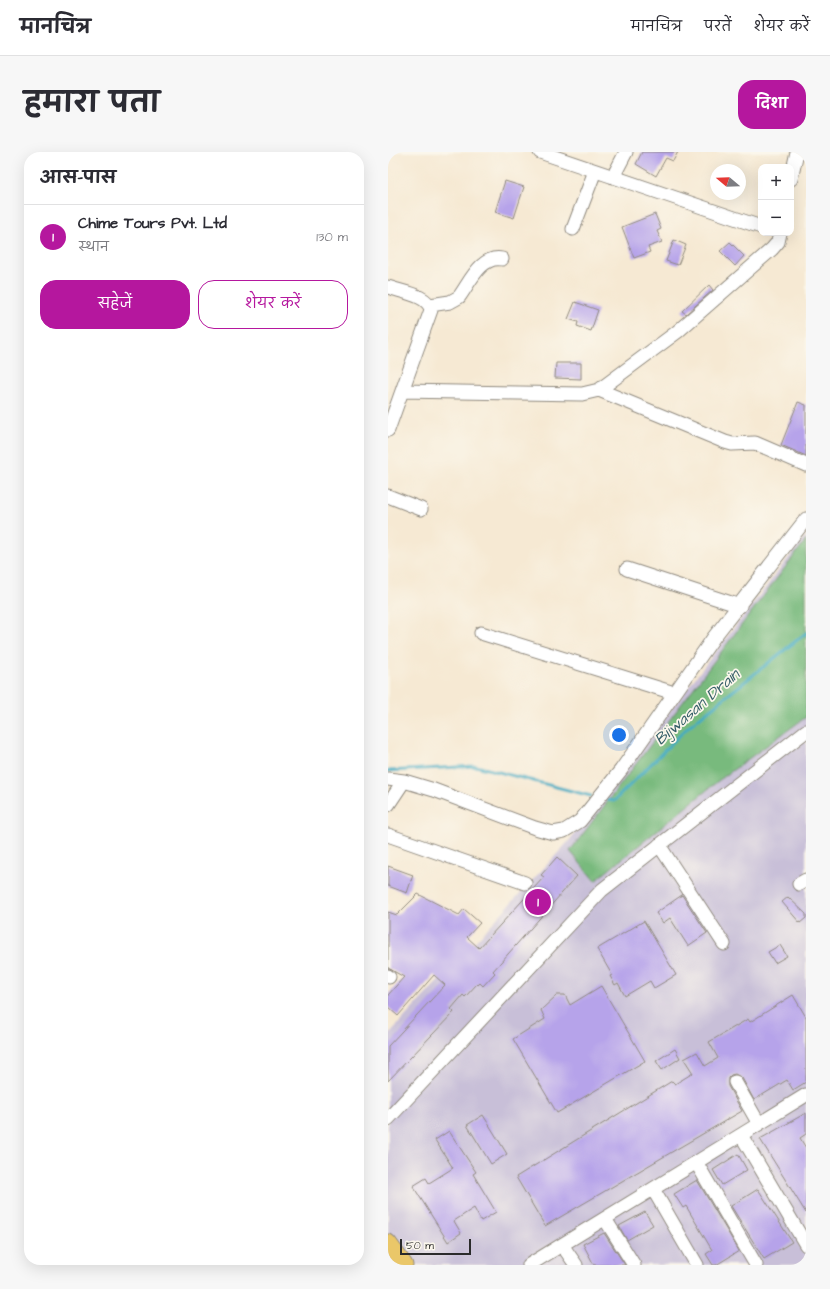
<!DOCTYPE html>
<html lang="hi">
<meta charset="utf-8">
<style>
body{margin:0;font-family:"Architects Daughter","Playpen Sans Deva",sans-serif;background:#f7f7f7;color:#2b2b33}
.controls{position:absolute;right:12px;top:12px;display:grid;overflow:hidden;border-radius:8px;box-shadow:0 4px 16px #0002}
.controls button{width:36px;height:36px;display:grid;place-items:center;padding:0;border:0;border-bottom:1px solid #e1e1e2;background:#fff;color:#2b2b33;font:20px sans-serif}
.compass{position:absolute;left:322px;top:12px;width:36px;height:36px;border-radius:50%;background:#fff;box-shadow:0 4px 16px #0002;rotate:289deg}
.scale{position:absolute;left:12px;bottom:10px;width:71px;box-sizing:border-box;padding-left:4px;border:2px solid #2b2b2b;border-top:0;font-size:11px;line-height:14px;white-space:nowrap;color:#2b2b2b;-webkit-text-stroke:3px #fbf7ec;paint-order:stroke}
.you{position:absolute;left:231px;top:583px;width:14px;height:14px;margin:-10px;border:3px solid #fff;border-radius:50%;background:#1a73e8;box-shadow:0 0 0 6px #1a73e833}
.badge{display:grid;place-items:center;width:26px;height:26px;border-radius:50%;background:#b5179e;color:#fff;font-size:13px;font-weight:700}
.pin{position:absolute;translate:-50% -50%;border:2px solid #fff;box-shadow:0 1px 4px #0006}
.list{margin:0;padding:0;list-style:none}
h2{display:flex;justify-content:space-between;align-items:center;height:52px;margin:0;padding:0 16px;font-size:17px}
h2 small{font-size:13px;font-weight:400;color:#7c7c81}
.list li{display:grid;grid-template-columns:26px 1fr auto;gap:12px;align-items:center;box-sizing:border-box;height:64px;padding:0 16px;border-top:1px solid #e1e1e2}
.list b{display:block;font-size:15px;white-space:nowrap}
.list p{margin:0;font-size:13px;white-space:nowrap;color:#7c7c81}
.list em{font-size:13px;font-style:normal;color:#7c7c81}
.actions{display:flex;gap:8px;padding:12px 16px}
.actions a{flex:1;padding:9px 0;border:1px solid #b5179e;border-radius:16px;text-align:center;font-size:14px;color:#b5179e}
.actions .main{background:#b5179e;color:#fff}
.map{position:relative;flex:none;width:418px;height:1113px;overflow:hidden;border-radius:16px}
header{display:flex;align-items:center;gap:24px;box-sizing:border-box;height:56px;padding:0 20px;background:#fff;border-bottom:1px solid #e1e1e2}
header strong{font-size:19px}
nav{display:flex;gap:22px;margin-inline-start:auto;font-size:14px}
.intro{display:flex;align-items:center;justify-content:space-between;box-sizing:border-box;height:96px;padding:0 24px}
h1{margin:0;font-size:28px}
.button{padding:10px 18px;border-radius:16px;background:#b5179e;color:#fff;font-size:14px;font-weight:700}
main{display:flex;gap:24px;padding:0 24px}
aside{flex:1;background:#fff;border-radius:16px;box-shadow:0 4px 16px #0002}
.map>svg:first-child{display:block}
</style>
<header>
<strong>मानचित्र</strong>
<nav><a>मानचित्र</a><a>परतें</a><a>शेयर करें</a></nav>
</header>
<div class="intro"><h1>हमारा पता</h1><a class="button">दिशा</a></div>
<main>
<aside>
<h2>आस-पास<small></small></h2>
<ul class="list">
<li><span class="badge">1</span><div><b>Chime Tours Pvt. Ltd</b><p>स्थान</p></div><em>130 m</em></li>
</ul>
<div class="actions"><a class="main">सहेजें</a><a>शेयर करें</a></div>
</aside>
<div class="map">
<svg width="418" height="1113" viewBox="0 0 418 1113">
<rect width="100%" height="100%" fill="#fbf7ec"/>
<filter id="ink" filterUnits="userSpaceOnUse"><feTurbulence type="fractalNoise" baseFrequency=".025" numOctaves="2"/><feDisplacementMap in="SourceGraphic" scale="8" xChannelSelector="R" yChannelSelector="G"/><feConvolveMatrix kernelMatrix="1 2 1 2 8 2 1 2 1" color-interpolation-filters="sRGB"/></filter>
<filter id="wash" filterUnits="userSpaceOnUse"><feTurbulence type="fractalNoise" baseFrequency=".012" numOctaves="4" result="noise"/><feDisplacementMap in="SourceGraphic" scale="16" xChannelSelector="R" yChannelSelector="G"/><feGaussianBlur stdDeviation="0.9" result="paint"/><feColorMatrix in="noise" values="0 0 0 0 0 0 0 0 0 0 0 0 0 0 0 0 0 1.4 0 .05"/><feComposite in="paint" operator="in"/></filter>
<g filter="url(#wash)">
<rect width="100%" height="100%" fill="#f6e9d3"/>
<path fill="#c8bfd8" d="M418,383V1113H0V883L180,690Z"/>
<path fill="#78ba7d" stroke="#527254" d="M418,388V565L330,629L207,729L182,699Z"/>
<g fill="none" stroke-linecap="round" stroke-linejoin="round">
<path stroke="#42abc2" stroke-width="3" d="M0,619L88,614L203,644
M219,648L226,649L301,574L418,481"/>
</g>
<g id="blocks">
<path fill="#b6a3ea" d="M254,0H290L285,9L278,6L268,24L248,12Z
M117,29L136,35L126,66L107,60Z
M267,62L273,77L269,79L274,90L260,95L262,100L246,106L234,75Z
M286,88L298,93L290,113L278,109Z
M342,90L356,104L347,114L332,99Z
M321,133L325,138L298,162L294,159Z
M187,150L210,158L203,179L189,174L190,170L180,167Z
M168,211H193V227L167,226Z
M410,250L418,253V304L393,293Z
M169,705L189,724L105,819L107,821L95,834L92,831L90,833L89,832L77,845L75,843L63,857L66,860L0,929V894L57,833L46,823L10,864L0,855V843L16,825L0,816V760L9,763L30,742L71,763L76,757L92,771L79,785L91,796L156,725L153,723Z
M0,714L25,723L19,741L0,734Z
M294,743L319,781L300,794L282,766L275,771L268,761Z
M400,745L418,762V766L412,771L394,750Z
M256,769L288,823L266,836L262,829L237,844L230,831L227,833L222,824L224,823L209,797Z
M392,793L399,804L387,811L380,800Z
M213,834L257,909L169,961L125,887L157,867L153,858L169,843H177L182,853Z
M405,843L418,865V930L405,938L399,928L366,948L354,926L347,922L343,923L340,926V934L354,959L157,1074L128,1025L284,929L287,932L305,921L296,907L309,900L317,914L330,906L321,890L360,867L362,870Z
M287,897L292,906L274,918L268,909Z
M418,961V982L412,986L418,996V1061L372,987Z
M95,963L119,1002L103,1012L79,973Z
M61,979L88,1020L85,1022L108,1060L93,1069L86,1056L66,1069L73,1081L60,1090L25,1034L38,1026L41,1031L65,1016L47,988Z
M350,1002L359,1018L334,1033L325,1018Z
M309,1028L351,1099L328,1113H325L318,1102L324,1098L298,1054L295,1056L286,1042Z
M370,1037L404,1090L376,1107L343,1054Z
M257,1060L265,1073L239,1088L231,1074Z
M216,1081L237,1113H206L195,1092Z"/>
</g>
</g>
<g filter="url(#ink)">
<use href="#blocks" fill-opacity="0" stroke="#908a7f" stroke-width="1"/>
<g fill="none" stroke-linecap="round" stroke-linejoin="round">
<defs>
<path id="minor" d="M152,0L373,75
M225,25L238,0
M403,27L409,0
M185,77L207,19
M0,135C13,140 41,143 43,158L0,278
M42,153L62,150L71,145C82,130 93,103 114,107
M211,238L337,290L344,292L367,291L418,313
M14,239L194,242L211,238L289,180L384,97L390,90L392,81
M0,344L33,357
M239,417L352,454
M93,481L286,541
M0,627L16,629L46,638L147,676L165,681L176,679L192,669L233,618L326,485L418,367
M0,653L16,629
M0,683L137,731
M271,693L336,792
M411,732L418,728
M0,824L1,825
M347,930L371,972
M0,967L214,738L418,579
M353,983L418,1093
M308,1010L368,1113
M265,1037L309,1113
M217,1067L246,1113
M174,1093L188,1113
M141,1113L418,943"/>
<path id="major" d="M0,1091L16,1113"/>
</defs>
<use href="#minor" stroke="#908a7f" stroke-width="15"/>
<use href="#major" stroke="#908a7f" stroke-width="19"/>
<use href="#minor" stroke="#fff" stroke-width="13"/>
<use href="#major" stroke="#eac769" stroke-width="17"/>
</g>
</g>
<g text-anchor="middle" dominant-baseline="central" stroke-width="3.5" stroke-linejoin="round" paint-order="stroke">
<g font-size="16" font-style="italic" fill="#345e67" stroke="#fbf7ec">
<text transform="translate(309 555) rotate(-41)">Bijwasan Drain</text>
</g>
</g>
</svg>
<div class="controls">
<button>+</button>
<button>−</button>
</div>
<svg class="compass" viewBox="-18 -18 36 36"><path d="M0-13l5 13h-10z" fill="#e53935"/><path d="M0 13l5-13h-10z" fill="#7c7c81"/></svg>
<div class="scale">50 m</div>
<div class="you"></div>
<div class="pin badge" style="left:150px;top:750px">1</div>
</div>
</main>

+ + +

WHAT TO DO » For the span from the line containing "M370,1037L404,1090L376,1107L343,1054Z" through the last line of the entries above, transcribe each line exactly and leave out everything else.

YOUR RESPONSE »
M370,1037L404,1090L376,1107L343,1054Z
M257,1060L265,1073L239,1088L231,1074Z
M216,1081L237,1113H206L195,1092Z"/>
</g>
</g>
<g filter="url(#ink)">
<use href="#blocks" fill-opacity="0" stroke="#908a7f" stroke-width="1"/>
<g fill="none" stroke-linecap="round" stroke-linejoin="round">
<defs>
<path id="minor" d="M152,0L373,75
M225,25L238,0
M403,27L409,0
M185,77L207,19
M0,135C13,140 41,143 43,158L0,278
M42,153L62,150L71,145C82,130 93,103 114,107
M211,238L337,290L344,292L367,291L418,313
M14,239L194,242L211,238L289,180L384,97L390,90L392,81
M0,344L33,357
M239,417L352,454
M93,481L286,541
M0,627L16,629L46,638L147,676L165,681L176,679L192,669L233,618L326,485L418,367
M0,653L16,629
M0,683L137,731
M271,693L336,792
M411,732L418,728
M0,824L1,825
M347,930L371,972
M0,967L214,738L418,579
M353,983L418,1093
M308,1010L368,1113
M265,1037L309,1113
M217,1067L246,1113
M174,1093L188,1113
M141,1113L418,943"/>
<path id="major" d="M0,1091L16,1113"/>
</defs>
<use href="#minor" stroke="#908a7f" stroke-width="15"/>
<use href="#major" stroke="#908a7f" stroke-width="19"/>
<use href="#minor" stroke="#fff" stroke-width="13"/>
<use href="#major" stroke="#eac769" stroke-width="17"/>
</g>
</g>
<g text-anchor="middle" dominant-baseline="central" stroke-width="3.5" stroke-linejoin="round" paint-order="stroke">
<g font-size="16" font-style="italic" fill="#345e67" stroke="#fbf7ec">
<text transform="translate(309 555) rotate(-41)">Bijwasan Drain</text>
</g>
</g>
</svg>
<div class="controls">
<button>+</button>
<button>−</button>
</div>
<svg class="compass" viewBox="-18 -18 36 36"><path d="M0-13l5 13h-10z" fill="#e53935"/><path d="M0 13l5-13h-10z" fill="#7c7c81"/></svg>
<div class="scale">50 m</div>
<div class="you"></div>
<div class="pin badge" style="left:150px;top:750px">1</div>
</div>
</main>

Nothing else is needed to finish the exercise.